Our study showed encouraging findings. Moreover, treatment with the combination of pemetrexed or docetaxel and bevacizumab was well tolerated. Toxicities were also manageable, which rarely produced grade 3 or higher adverse events. These results were possibly due to the good performance status and young population (age ≤60 years and ECOG ≤1 accounts for 69.5 and 91.4 % respectively). Maybe overwhelming majority were never or light smokers contributed to the good OS. And we demonstrated an association between poor OS and pack-years in multivariate analysis. Toxicities of this combination treatment were generally tolerable, in keeping with the AVAPEAL study [18].

Nevertheless, our study has several limitations, including its single-center, retrospective design. The sample size is small, which limits the generalizability of our findings. However, this is the first study to investigate the differences of bevacizumab combined with chemotherapy between first- and second-line therapy in patients with advanced NSCLC, it may be helpful for clinical doctors in making decisions.

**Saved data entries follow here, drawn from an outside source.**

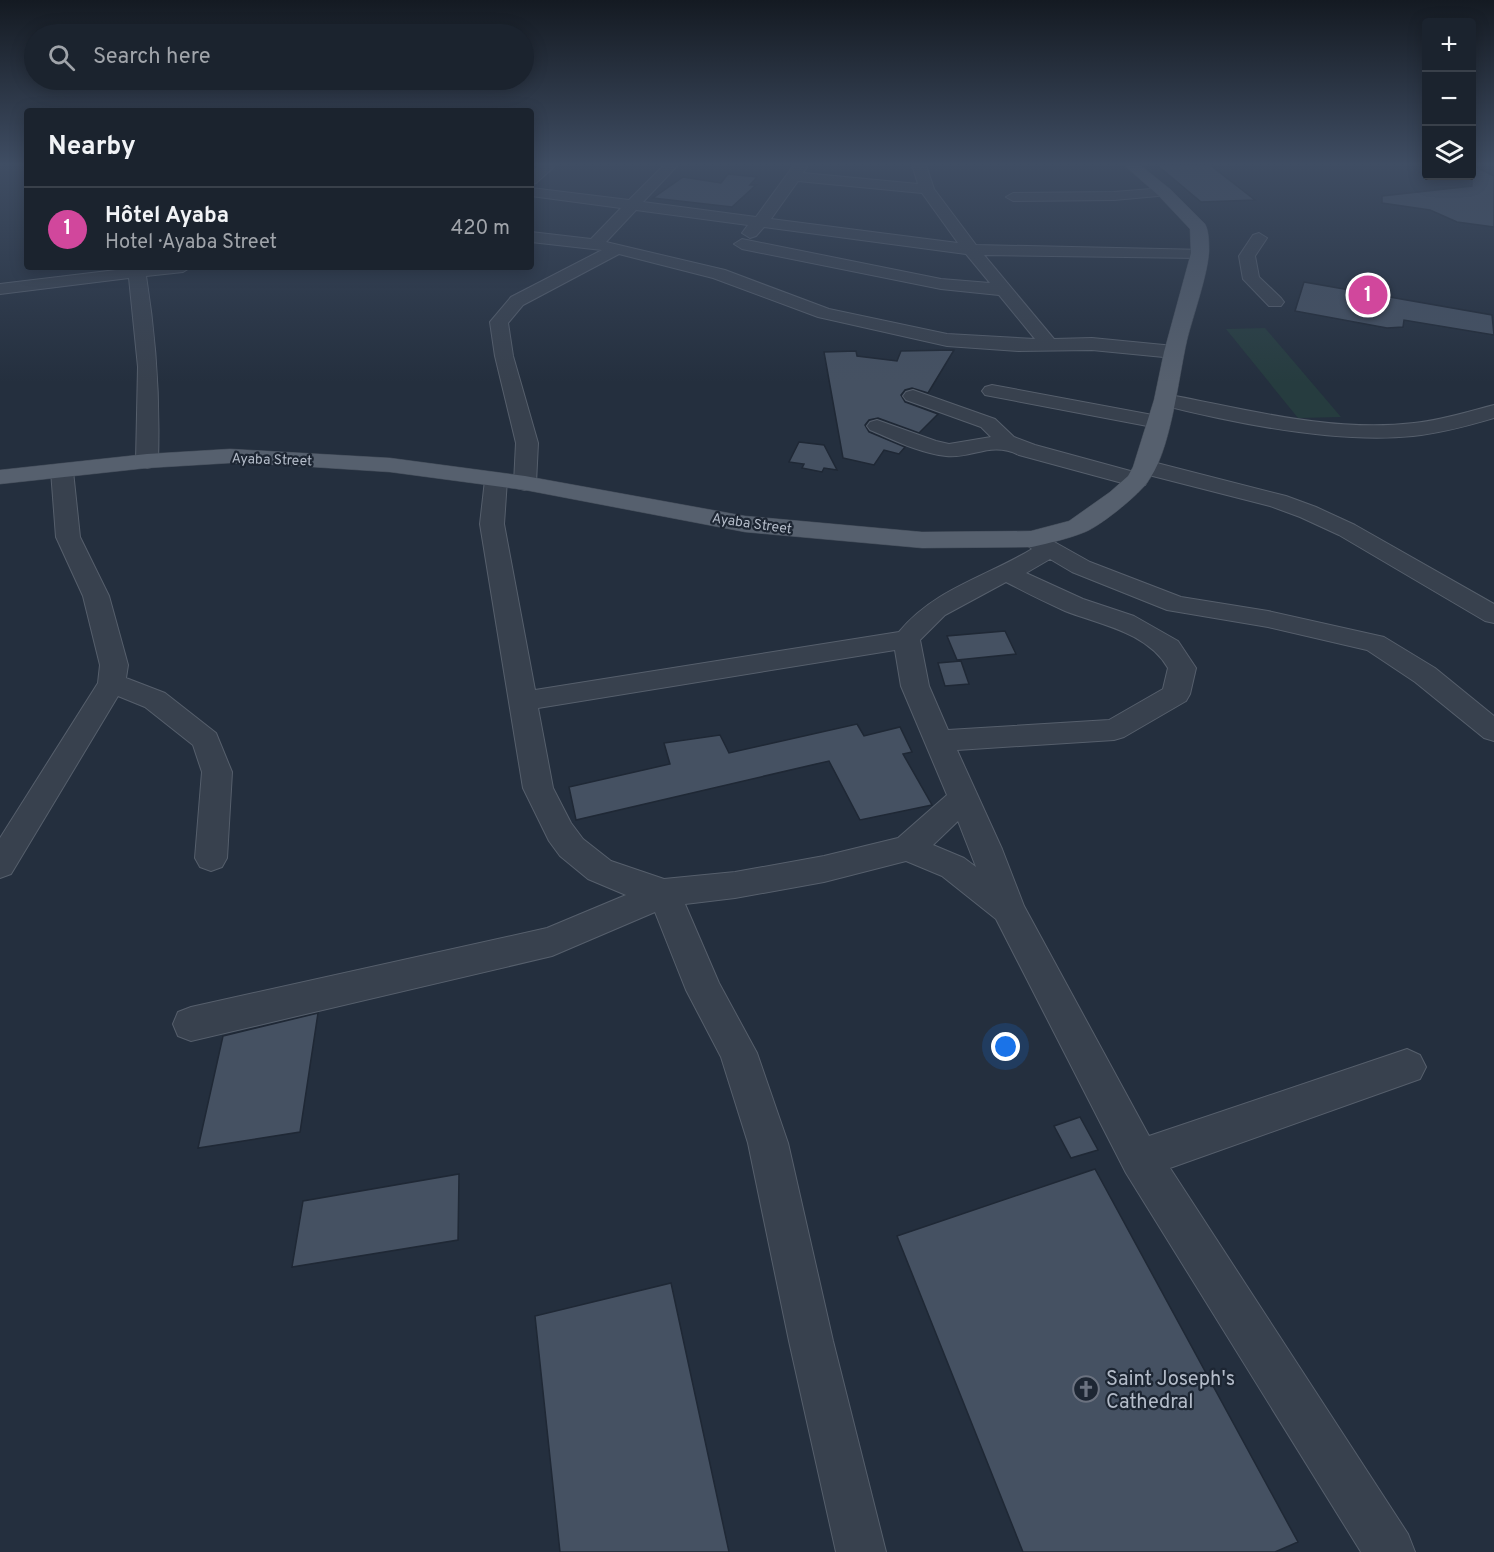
<!DOCTYPE html>
<meta charset="utf-8">
<style>
body{margin:0;font-family:Overpass,sans-serif;background:#282f3a;color:#f1f3f6}
.controls{position:absolute;right:18px;top:18px;display:grid;overflow:hidden;border-radius:6px;box-shadow:0 3px 15px #0003}
.controls button{width:54px;height:54px;display:grid;place-items:center;padding:0;border:0;border-bottom:2px solid #39404a;background:#1b232e;color:#f1f3f6;font:30px sans-serif}
.you{position:absolute;left:1006px;top:1047px;width:21px;height:21px;margin:-15px;border:4px solid #fff;border-radius:50%;background:#1a73e8;box-shadow:0 0 0 9px #1a73e833}
.badge{display:grid;place-items:center;width:39px;height:39px;border-radius:50%;background:#8ab4f8;color:#fff;font-size:20px;font-weight:700}
.pin{position:absolute;translate:-50% -50%;border:3px solid #fff;box-shadow:0 2px 6px #0006}
.list{margin:0;padding:0;list-style:none}
h2{display:flex;justify-content:space-between;align-items:center;height:78px;margin:0;padding:0 24px;font-size:26px}
h2 small{font-size:20px;font-weight:400;color:#a0a4aa}
.list li{display:grid;grid-template-columns:39px 1fr auto;gap:18px;align-items:center;box-sizing:border-box;height:84px;padding:0 24px;border-top:2px solid #39404a}
.list b{display:block;font-size:22px;white-space:nowrap}
.list p{margin:0;font-size:20px;white-space:nowrap;color:#a0a4aa}
.list em{font-size:20px;font-style:normal;color:#a0a4aa}
.icon{flex:none;width:33px;height:33px;fill:none;stroke:currentColor;stroke-width:2;stroke-linecap:round;stroke-linejoin:round}
.map{position:relative;flex:none;width:1494px;height:1552px;overflow:hidden}
.search{position:absolute;background:#1b232e;box-shadow:0 3px 15px #0003;left:24px;top:24px;width:510px;height:66px;display:flex;align-items:center;gap:15px;box-sizing:border-box;padding:0 21px;border-radius:33px;color:#a0a4aa;font-size:22px}
.panel{position:absolute;background:#1b232e;box-shadow:0 3px 15px #0003;left:24px;top:108px;width:510px;height:162px;border-radius:6px}
.map>svg:first-child{display:block}
.green{fill:#263c3f}
.building{fill:#455162;stroke:#1f2835;stroke-width:1.5}
.lines{fill:none;stroke-linecap:round;stroke-linejoin:round}
.minor-casing{stroke:#565f6c;stroke-width:2}
.major-casing{stroke:#414a57;stroke-width:1}
.minor{fill:#38414e;fill-rule:evenodd}
.major{fill:#56606e;fill-rule:evenodd}
.labels{text-anchor:middle;stroke-width:4.5;stroke-linejoin:round;paint-order:stroke}
.far-street-label{font-size:14px;fill:#b4bcc9;stroke:#1d2633}
.near-poi-label{font-size:20px;fill:#b4bcc9;stroke:#1d2633;text-anchor:start}
</style>
<div class="map">
<svg width="1494" height="1552" viewBox="0 0 1494 1552">
<rect width="100%" height="100%" fill="#242f3e"/>
<path class="green" d="M1265,328L1341,417L1298,418L1226,329Z"/>
<path class="building" d="M1157,165H1210L1255,200L1201,202Z
M1472,165L1494,176V227L1457,222L1430,210L1382,203V196L1472,186Z
M728,174L757,177L750,185H756L732,207L653,198L683,177L721,183Z
M1304,282L1492,315L1494,335L1404,320L1403,327L1387,328L1295,311Z
M954,350L928,393L912,388L905,390L901,395L905,402L938,414L919,433L878,418L869,420L865,425L869,432L905,447L899,454L884,450L874,465L843,458L824,352L856,351L857,356L897,361L901,351Z
M799,442L824,445L837,470L824,468L822,472L802,468L804,464L789,462Z
M1005,631L1016,654L957,660L947,636Z
M961,661L969,684L945,686L938,663Z
M857,724L864,736L900,727L912,752L903,754L932,805L860,820L829,761L576,820L569,787L670,764L664,743L720,735L729,753Z
M318,1013L300,1132L198,1148L223,1036Z
M1080,1117L1098,1150L1071,1158L1054,1126Z
M1095,1169L1298,1542L1275,1552H1023L897,1236Z
M459,1174L458,1240L292,1267L303,1201Z
M671,1283L729,1552H560L535,1316Z"/>
<g class="lines">
<g class="minor-casing">
<path id="minor" d="M541,165H556L536,183L531,184V173Z
M664,165H678L643,202L756,217L794,165H808L803,173L918,184L912,165H926L934,189L976,245L1206,250L1208,253L1200,258L984,255L1054,339L1092,338L1174,346L1181,348L1183,352L1181,356L1174,358L1092,350L1018,351L947,346L818,317L713,278L619,254L523,305L508,323L513,356L538,443L536,483L533,488L525,490L517,488L514,483L516,443L495,356L490,322L511,297L602,250L531,242V232L591,239L621,208L531,196V188L629,200ZM798,181L922,193L958,243L771,219ZM636,210L748,225L742,233L750,238L756,236L764,227L966,254L990,283L941,279L742,239L734,244L742,249L941,289L999,295L1035,339L947,334L829,309L725,270L606,242Z
M1164,188L1171,192L1169,195L1114,200L1013,201L1006,197L1013,193L1114,192Z
M1259,233L1267,238L1255,256L1259,277L1281,298L1284,302L1281,306H1269L1243,279L1239,256L1253,235Z
M141,267H191L183,272L146,276C156,338 160,399 158,461L155,466L147,468L139,466L136,461L138,367L129,278L0,294V284Z
M992,385L1158,416L1165,418L1168,422L1165,426L1158,428L985,395L982,391L985,387Z
M913,390L995,419L1014,437L1035,445L1145,475L1148,480L1145,485L1137,487L1019,455C990,441 973,459 946,456C919,453 894,440 870,430L867,426L870,422L877,420L936,441L949,444L991,437L981,427L906,400L903,396L906,392Z
M1165,394C1246,409 1331,433 1414,423C1442,420 1467,412 1494,405V418C1467,426 1441,433 1413,436C1337,444 1233,423 1158,404L1155,400L1158,396Z
M1145,460L1286,496L1316,507L1355,525L1494,604V623L1485,621L1339,535L1300,517L1270,506L1137,472L1134,467L1137,462Z
M62,464L70,466L73,471L80,537L109,596L128,665L126,678L165,693L216,733L232,772L227,858L222,867L211,871L200,867L195,858L202,772L193,745L145,707L118,696L11,874L0,878V838L98,683L100,665L83,596L56,537L51,471L54,466Z
M496,473L504,475L507,480L504,524L535,690L899,632C934,589 986,577 1032,549L1020,539L1024,534L1032,532L1040,534L1090,562L1181,597L1268,611L1384,637L1435,668L1494,716V741L1484,738L1415,682L1367,650L1268,627L1167,610L1072,572L1050,559L1026,573L1083,599L1134,616L1178,641L1196,668L1190,694L1186,701L1124,737L1114,740L957,750L1002,849L1024,906L1149,1136L1407,1049L1420,1055L1426,1067L1420,1079L1170,1168L1408,1534L1415,1552H1361L1126,1173L996,919L942,876L906,861L824,882L735,898L685,904L719,983L757,1053L788,1143L833,1341L886,1552H836L789,1341L748,1143L721,1057L686,990L655,912L552,956L191,1041L178,1036L173,1024L178,1012L191,1007L547,928L626,895L588,879L560,856L549,841L523,788L480,524L485,480L488,475ZM1006,582C1025,592 1045,602 1065,611C1101,625 1147,632 1168,668L1163,689L1109,720L948,730L929,686L920,640L945,615ZM895,650L901,686L947,795L898,838L824,856L735,872L664,879L611,861L583,839L571,823L553,788L538,708ZM958,821L976,867L964,858L933,845Z"/>
</g>
<g class="major-casing">
<path id="major" d="M1124,165H1140L1170,189L1205,224C1209,231 1209,243 1209,251C1208,274 1193,316 1187,340C1178,379 1171,454 1146,484C1135,498 1100,526 1085,532C1068,539 1049,543 1032,547L922,548L745,532L525,490L390,472L282,465L230,463L147,468L0,484V470L147,454L230,449L390,458L525,476L745,516L922,532L1031,531L1069,521L1110,492L1128,476L1133,467L1154,400L1164,352L1191,253L1190,229L1158,195Z"/>
</g>
<use href="#minor" class="minor"/>
<use href="#major" class="major"/>
</g>
<linearGradient id="sky" x2="0" y2="1"><stop stop-color="#141a22"/><stop offset="0.43" stop-color="#3f4d63"/><stop offset="1" stop-color="#3f4d63" stop-opacity="0"/></linearGradient>
<rect width="1494" height="382" fill="url(#sky)"/>
<defs>
<g id="church-ring" transform="scale(1.35)"><circle r="9.5" fill="#1d2633" stroke="#6b7280" stroke-width="1.5"/><path d="M-1.2-6h2.4v3.5h3.3v2.4h-3.3V6h-2.4V-.1h-3.3v-2.4h3.3Z" fill="#6b7280"/></g>
</defs>
<g fill-rule="evenodd">
<use href="#church-ring" x="1086" y="1389"/>
</g>
<g class="labels">
<g class="far-street-label">
<text transform="translate(272 459) rotate(2)" y="5">Ayaba Street</text>
<text transform="translate(752 523) rotate(8)" y="5">Ayaba Street</text>
</g>
<g class="near-poi-label">
<text x="1106" y="1385">Saint Joseph's<tspan x="1106" dy="23">Cathedral</tspan></text>
</g>
</g>
</svg>
<div class="controls">
<button>+</button>
<button>−</button>
<button><svg class="icon" aria-label="layers" viewBox="0 0 24 24"><path d="M12 4l9 5-9 5-9-5zM3 14l9 5 9-5"/></svg></button>
</div>
<div class="you"></div>
<div class="pin badge" style="left:1368px;top:295px;background:#d1479c">1</div>
<div class="search"><svg class="icon" aria-label="search" viewBox="0 0 24 24"><circle cx="10" cy="10" r="6"/><path d="M15 15l6 6"/></svg>Search here</div>
<section class="panel">
<h2>Nearby<small></small></h2>
<ul class="list">
<li><span class="badge" style="background:#d1479c">1</span><div><b>Hôtel Ayaba</b><p>Hotel · Ayaba Street</p></div><em>420 m</em></li>
</ul>
</section>
</div>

In conclusion, the combination of bevacizumab with monotherapy or doublets obtained better overall response rate as well as disease control rate for chemotherapy naive patients with non-squamous NSCLC when compared to those previously treated. Non-inferiority was confirmed for over survival when compared adding bevacizumab in first-line therapy with which in second-line therapy. More clinical trials are needed to further elaborate the relationship between these regimens and advanced NSCLC in second-line or beyond setting.

Clinical practice points

It is no incontrovertible that the use of bevacizumab in combination with chemotherapy significantly prolonged both OS and PFS in first-line therapy in patients with NSCLC, compared with chemotherapy alone. Our study demonstrated that bevacizumab in combination with chemotherapy in second-line therapy in NSCLC had also obtained a good disease control rate. It may be helpful for clinical doctors to make a decision.